__ASSIGNED TASK__
Give again the line that contains "rooms · 56 m²</p><p>Apartment</p></div></li>", plus every line after it to the end of the records, unchanged.

__RECORD EXCERPTS__
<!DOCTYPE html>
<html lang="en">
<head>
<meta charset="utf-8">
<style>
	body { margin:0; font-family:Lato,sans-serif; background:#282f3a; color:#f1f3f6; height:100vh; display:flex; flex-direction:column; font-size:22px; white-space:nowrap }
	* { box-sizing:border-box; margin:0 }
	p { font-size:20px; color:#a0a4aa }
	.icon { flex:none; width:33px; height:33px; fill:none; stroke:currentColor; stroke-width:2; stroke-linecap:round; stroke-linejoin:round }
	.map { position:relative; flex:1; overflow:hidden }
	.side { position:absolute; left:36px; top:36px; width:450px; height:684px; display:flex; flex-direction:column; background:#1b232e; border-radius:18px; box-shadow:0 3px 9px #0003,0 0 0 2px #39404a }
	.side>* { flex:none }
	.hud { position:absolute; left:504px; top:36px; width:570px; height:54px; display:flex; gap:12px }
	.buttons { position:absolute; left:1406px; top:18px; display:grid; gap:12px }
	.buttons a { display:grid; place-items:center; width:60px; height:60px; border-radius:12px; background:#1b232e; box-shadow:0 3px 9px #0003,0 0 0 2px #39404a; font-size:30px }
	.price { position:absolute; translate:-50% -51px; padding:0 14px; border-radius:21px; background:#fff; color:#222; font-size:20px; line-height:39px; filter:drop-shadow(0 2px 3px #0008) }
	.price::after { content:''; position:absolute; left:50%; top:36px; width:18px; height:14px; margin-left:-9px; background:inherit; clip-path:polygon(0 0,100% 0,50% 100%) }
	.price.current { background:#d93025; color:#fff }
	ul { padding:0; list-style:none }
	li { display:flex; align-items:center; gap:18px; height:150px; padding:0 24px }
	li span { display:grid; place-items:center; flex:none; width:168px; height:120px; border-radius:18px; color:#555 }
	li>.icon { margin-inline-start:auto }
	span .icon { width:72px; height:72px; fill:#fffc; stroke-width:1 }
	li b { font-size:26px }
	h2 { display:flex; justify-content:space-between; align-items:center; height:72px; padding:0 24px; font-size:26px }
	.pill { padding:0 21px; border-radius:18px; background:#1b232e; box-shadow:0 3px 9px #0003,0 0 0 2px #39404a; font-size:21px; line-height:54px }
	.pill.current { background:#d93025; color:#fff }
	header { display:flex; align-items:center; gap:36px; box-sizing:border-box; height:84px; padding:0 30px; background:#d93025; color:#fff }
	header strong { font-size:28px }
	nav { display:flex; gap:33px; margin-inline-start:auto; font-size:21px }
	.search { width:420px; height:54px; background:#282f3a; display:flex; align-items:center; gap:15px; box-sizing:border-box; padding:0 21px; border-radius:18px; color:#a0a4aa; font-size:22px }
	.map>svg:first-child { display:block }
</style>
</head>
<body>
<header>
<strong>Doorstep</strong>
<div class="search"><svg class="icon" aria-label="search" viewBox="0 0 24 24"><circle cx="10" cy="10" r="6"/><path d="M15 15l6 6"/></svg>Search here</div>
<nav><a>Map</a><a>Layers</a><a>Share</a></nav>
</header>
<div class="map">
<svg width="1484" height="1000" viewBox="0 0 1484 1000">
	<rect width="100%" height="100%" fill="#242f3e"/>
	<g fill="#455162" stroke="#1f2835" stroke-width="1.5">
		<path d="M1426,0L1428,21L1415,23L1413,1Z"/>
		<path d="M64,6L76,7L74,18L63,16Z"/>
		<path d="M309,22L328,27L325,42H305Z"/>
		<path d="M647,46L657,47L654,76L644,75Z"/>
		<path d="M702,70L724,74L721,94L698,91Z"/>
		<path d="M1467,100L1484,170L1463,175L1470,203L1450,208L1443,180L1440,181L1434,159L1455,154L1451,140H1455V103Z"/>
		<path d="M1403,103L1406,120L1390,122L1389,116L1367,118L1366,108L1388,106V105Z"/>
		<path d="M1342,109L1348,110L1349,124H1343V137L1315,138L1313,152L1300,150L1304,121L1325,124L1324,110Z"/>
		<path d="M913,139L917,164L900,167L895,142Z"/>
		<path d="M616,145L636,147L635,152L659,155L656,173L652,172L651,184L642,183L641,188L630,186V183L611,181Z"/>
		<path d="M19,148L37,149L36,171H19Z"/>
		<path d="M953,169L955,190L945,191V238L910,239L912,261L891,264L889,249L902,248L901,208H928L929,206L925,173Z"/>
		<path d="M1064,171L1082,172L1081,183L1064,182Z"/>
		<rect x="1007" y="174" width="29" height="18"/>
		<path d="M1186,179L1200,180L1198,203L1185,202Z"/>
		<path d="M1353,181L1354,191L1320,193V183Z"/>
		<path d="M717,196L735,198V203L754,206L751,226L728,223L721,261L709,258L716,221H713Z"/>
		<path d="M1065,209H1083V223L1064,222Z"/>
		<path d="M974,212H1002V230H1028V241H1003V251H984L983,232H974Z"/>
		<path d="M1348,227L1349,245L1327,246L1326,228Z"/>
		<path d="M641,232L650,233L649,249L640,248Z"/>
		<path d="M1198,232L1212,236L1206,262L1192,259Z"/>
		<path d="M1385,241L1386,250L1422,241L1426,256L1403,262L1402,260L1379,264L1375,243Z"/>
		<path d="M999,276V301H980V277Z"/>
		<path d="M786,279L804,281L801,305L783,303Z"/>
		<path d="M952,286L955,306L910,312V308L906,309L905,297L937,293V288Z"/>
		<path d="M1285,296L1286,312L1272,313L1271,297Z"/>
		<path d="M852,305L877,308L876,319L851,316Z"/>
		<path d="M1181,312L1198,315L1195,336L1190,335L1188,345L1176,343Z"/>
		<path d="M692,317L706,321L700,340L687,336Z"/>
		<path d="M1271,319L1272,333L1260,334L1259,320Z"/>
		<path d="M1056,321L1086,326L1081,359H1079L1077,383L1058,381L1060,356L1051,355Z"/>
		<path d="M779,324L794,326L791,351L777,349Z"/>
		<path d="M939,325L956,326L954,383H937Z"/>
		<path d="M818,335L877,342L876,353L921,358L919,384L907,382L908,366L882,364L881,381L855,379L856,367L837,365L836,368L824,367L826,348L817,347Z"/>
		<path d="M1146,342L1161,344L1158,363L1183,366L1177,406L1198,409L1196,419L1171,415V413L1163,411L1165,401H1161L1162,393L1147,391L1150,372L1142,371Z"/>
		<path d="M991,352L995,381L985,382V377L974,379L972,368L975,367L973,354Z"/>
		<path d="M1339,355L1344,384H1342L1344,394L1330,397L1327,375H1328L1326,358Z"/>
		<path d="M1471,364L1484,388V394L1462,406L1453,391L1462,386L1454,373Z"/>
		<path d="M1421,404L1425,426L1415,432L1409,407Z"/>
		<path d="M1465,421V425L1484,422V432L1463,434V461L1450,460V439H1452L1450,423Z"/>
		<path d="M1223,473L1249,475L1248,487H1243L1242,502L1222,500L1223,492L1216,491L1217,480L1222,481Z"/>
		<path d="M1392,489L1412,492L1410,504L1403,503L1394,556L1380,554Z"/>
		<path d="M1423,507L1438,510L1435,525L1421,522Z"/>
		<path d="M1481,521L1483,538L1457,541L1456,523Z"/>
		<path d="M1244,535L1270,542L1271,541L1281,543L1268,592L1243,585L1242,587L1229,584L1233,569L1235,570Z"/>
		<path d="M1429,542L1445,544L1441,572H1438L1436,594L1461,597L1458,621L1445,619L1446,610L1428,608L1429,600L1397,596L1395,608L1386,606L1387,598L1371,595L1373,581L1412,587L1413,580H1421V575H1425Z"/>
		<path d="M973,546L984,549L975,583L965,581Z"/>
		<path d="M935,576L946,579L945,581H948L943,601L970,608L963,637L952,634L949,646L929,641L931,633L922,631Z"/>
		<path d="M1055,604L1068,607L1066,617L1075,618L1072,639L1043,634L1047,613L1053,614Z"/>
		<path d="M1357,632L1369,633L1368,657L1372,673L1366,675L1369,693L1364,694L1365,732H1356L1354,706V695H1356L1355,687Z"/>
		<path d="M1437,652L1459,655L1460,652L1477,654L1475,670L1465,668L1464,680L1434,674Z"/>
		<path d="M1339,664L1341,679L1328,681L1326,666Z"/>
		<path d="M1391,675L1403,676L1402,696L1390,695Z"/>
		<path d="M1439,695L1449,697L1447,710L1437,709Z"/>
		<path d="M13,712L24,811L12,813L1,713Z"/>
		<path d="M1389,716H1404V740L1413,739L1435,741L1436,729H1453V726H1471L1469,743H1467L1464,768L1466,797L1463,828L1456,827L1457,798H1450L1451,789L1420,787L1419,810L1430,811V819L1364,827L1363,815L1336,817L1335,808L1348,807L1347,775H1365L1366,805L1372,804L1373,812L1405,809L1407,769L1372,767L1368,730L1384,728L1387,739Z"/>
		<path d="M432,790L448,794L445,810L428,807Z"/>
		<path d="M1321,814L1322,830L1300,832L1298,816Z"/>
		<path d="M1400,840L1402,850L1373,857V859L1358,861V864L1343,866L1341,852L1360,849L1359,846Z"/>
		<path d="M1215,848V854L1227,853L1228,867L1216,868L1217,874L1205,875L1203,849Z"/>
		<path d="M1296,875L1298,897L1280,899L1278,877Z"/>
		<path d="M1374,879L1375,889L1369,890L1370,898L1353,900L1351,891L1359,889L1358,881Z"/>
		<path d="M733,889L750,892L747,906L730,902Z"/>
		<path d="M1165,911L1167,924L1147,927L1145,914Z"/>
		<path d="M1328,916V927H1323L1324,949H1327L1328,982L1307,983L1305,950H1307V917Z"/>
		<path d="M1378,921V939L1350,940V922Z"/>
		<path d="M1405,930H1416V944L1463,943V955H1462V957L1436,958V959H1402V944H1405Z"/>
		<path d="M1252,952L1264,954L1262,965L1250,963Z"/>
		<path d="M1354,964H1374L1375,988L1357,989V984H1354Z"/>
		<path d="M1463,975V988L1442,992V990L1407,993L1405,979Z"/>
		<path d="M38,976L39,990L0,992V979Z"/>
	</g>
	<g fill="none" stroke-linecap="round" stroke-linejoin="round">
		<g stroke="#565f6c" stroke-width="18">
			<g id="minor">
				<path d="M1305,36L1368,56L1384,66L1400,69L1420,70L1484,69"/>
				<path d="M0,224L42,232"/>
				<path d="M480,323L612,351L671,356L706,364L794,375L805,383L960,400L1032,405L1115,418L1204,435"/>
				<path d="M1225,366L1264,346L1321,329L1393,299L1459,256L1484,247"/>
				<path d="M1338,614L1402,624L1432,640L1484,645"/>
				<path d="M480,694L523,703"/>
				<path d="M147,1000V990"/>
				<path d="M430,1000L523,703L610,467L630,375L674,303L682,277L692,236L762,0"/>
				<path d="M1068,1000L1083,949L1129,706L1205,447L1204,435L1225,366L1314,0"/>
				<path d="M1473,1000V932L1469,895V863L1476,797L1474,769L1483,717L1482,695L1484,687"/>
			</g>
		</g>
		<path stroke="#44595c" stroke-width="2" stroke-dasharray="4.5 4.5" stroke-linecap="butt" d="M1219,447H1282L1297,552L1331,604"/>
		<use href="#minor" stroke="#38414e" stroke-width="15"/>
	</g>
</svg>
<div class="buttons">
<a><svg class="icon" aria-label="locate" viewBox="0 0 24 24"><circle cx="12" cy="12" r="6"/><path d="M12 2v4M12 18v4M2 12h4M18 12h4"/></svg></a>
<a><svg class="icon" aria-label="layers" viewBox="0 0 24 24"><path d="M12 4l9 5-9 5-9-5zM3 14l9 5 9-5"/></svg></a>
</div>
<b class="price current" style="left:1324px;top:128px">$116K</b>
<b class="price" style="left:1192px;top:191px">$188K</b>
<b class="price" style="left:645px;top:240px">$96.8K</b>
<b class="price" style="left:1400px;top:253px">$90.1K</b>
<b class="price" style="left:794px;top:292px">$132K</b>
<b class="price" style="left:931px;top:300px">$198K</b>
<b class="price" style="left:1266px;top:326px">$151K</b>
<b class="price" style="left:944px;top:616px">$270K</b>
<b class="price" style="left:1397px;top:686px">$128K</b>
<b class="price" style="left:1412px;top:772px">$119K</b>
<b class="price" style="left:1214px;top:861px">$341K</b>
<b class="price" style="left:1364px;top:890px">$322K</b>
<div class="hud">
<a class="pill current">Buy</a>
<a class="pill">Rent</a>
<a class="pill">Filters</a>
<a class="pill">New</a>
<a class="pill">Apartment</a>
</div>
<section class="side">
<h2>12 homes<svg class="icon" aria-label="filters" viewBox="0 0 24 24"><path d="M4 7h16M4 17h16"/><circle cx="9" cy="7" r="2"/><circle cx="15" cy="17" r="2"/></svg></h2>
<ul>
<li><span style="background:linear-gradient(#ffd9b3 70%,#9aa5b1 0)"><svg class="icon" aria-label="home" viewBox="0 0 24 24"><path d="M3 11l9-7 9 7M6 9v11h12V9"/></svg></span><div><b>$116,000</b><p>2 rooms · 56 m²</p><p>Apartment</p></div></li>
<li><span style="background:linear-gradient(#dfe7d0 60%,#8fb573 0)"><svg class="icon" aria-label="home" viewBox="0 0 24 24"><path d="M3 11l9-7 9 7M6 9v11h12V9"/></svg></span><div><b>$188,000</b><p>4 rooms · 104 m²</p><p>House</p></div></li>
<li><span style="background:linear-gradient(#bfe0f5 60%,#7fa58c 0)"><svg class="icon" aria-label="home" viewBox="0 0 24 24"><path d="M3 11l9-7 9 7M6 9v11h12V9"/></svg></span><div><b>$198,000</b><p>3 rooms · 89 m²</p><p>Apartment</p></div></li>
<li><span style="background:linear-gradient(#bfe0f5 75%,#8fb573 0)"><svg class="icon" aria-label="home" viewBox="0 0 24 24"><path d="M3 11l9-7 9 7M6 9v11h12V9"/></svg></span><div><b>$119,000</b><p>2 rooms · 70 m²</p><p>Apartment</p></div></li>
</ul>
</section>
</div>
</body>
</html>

__TASK SOLUTION__
<li><span style="background:linear-gradient(#ffd9b3 70%,#9aa5b1 0)"><svg class="icon" aria-label="home" viewBox="0 0 24 24"><path d="M3 11l9-7 9 7M6 9v11h12V9"/></svg></span><div><b>$116,000</b><p>2 rooms · 56 m²</p><p>Apartment</p></div></li>
<li><span style="background:linear-gradient(#dfe7d0 60%,#8fb573 0)"><svg class="icon" aria-label="home" viewBox="0 0 24 24"><path d="M3 11l9-7 9 7M6 9v11h12V9"/></svg></span><div><b>$188,000</b><p>4 rooms · 104 m²</p><p>House</p></div></li>
<li><span style="background:linear-gradient(#bfe0f5 60%,#7fa58c 0)"><svg class="icon" aria-label="home" viewBox="0 0 24 24"><path d="M3 11l9-7 9 7M6 9v11h12V9"/></svg></span><div><b>$198,000</b><p>3 rooms · 89 m²</p><p>Apartment</p></div></li>
<li><span style="background:linear-gradient(#bfe0f5 75%,#8fb573 0)"><svg class="icon" aria-label="home" viewBox="0 0 24 24"><path d="M3 11l9-7 9 7M6 9v11h12V9"/></svg></span><div><b>$119,000</b><p>2 rooms · 70 m²</p><p>Apartment</p></div></li>
</ul>
</section>
</div>
</body>
</html>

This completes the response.